Friday, September 10, 2010

Illegal Aliens, the New Roma -- Not!

The Roma. In the past, they spoke their own language. They disregarded local law and national laws. They practiced suspicious professions - fortune tellers, dancers, fiddlers, horse traders, living a mysterious romantic lifestyle. They suffered centuries of persecution at the hands of those who found them strange, disturbing, and alien. But, paradoxically, the very societies that castigated gypsies, or the Roma as they prefer to be called, have also revered their special skills, and ascribed mysterious magical powers to them. Romantic to some, threatening to others, always seen from a distance by outsiders' eyes, the gypsy ways are largely hidden to us. But there is one place where insider and outsider meet, where we catch a true glimpse of the joy, the pain and the longing of the gypsy experience - in their music. Based on linguistic evidence (the similarity of the Romany language to Hindi, Panjabi, and related languages of Northern India) and anthropological evidence, body habitus and ABO blood group distributions closely approximating those of the warrior classes of northern India, there is now a clear consensus of opinion that the modern day Roma of the Middle East, Europe, Asia, and the Americas originated in Northwestern India. There is also a general consensus regarding the approximate timing of their emigration in the 11th century, or at least the bulk of it if you believe in more than one wave of emigration.
Spain, Romania, the British Isles, the US - gypsies live in all these places but most do not consider themselves to be OF these places. And that is another reason why they have not been better accepted. Many still speak their own language as well.
"Nostalgia is the essence of the gypsy song, and seems always to have been, but nostalgia for what? Nostos is the Greek word for a return home but the gypsies have no home. And perhaps uniquely among peoples, they have no dream of a homeland. To traditional gypsies history is not an important concept. The gypsy language, Romany has no written form, and few of the world's gypsies have acquired literacy in other languages. Knowledge of past events often does not extend beyond what the oldest gypsy in a community can recall."
Many East European gypsies knew nothing of their people's origins or even of their recent history. For example, most did not know that half a million gypsies had been killed in the Holocaust 50 years ago, nor were they particularly interested. Without history there is no happy past for the gypsy to fondly recall. Instead gypsy songs tell of present joys and of present sorrows. Their music is passionate blend of melancholy and independence, as in this song from Spain, "We the Gypsies, we were meant to be wanders, no one will change our ways..."
Even to this day the Roma are perhaps best known for their music and dance. Others point to a major wave of emigration taking place at the time of Muslim invasions of Northern India in the early 800's. Several further invasions during the 10th to 13th centuries resulted in subsequent emigrations.

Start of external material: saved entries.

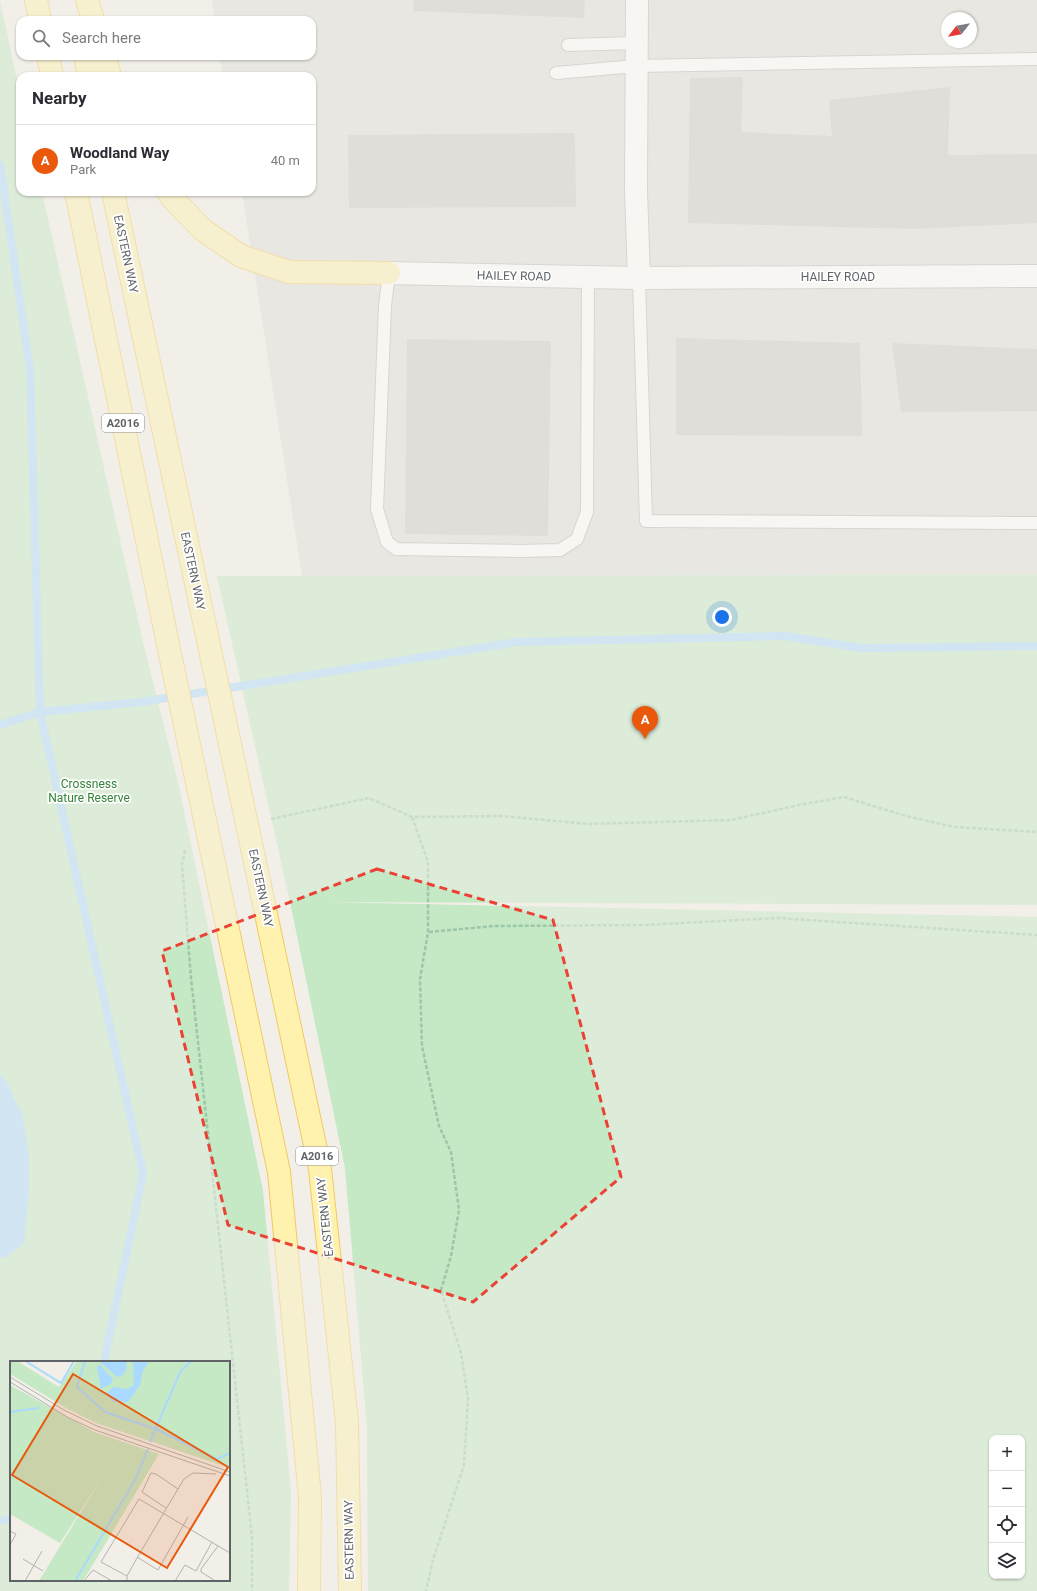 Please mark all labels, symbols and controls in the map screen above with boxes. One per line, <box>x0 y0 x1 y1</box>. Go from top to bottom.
north arrow <box>941 12 977 48</box>
search box <box>16 16 316 60</box>
icon: search <box>30 27 52 49</box>
text: Search here <box>62 29 141 47</box>
text: Nearby <box>32 88 87 108</box>
text: Woodland Way <box>70 144 169 162</box>
text: A <box>41 153 49 168</box>
text: 40 m <box>271 153 300 168</box>
text: Park <box>70 162 96 177</box>
street label: EASTERN WAY <box>111 214 141 295</box>
street label: HAILEY ROAD <box>477 268 551 284</box>
street label: HAILEY ROAD <box>801 270 875 284</box>
road number: A2016 <box>102 414 144 432</box>
street label: EASTERN WAY <box>178 531 208 612</box>
your location <box>712 607 732 627</box>
pin: A <box>632 706 658 739</box>
park label: Crossness Nature Reserve <box>48 777 130 805</box>
street label: EASTERN WAY <box>246 848 276 929</box>
road number: A2016 <box>296 1147 338 1165</box>
street label: EASTERN WAY <box>314 1176 336 1257</box>
inset map <box>10 1361 230 1581</box>
map controls <box>989 1435 1025 1579</box>
button: + <box>989 1435 1025 1471</box>
button: − <box>989 1471 1025 1507</box>
street label: EASTERN WAY <box>341 1499 357 1580</box>
button: locate <box>989 1507 1025 1543</box>
button: layers <box>989 1543 1025 1579</box>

Many attempts to summarize their appearances in Europe are available, most of which report them in Southeastern Europe sometime in the early 1300's, Central/Eastern Europe in the 1400's and in Western and Northern Europe later in the 1400's into the early 1500's. Since that time, their history is one of attempts at banishment, forced assimilation, persecution, deportation, slavery, and attempted extermination. As recently as the 1930's and 1940's, the Nazis of the Third Reich imprisoned and murdered on the order of 500,000 Roma. They continue to be victims of persecution, especially in the eastern European countries of the former Soviet bloc countries of that area.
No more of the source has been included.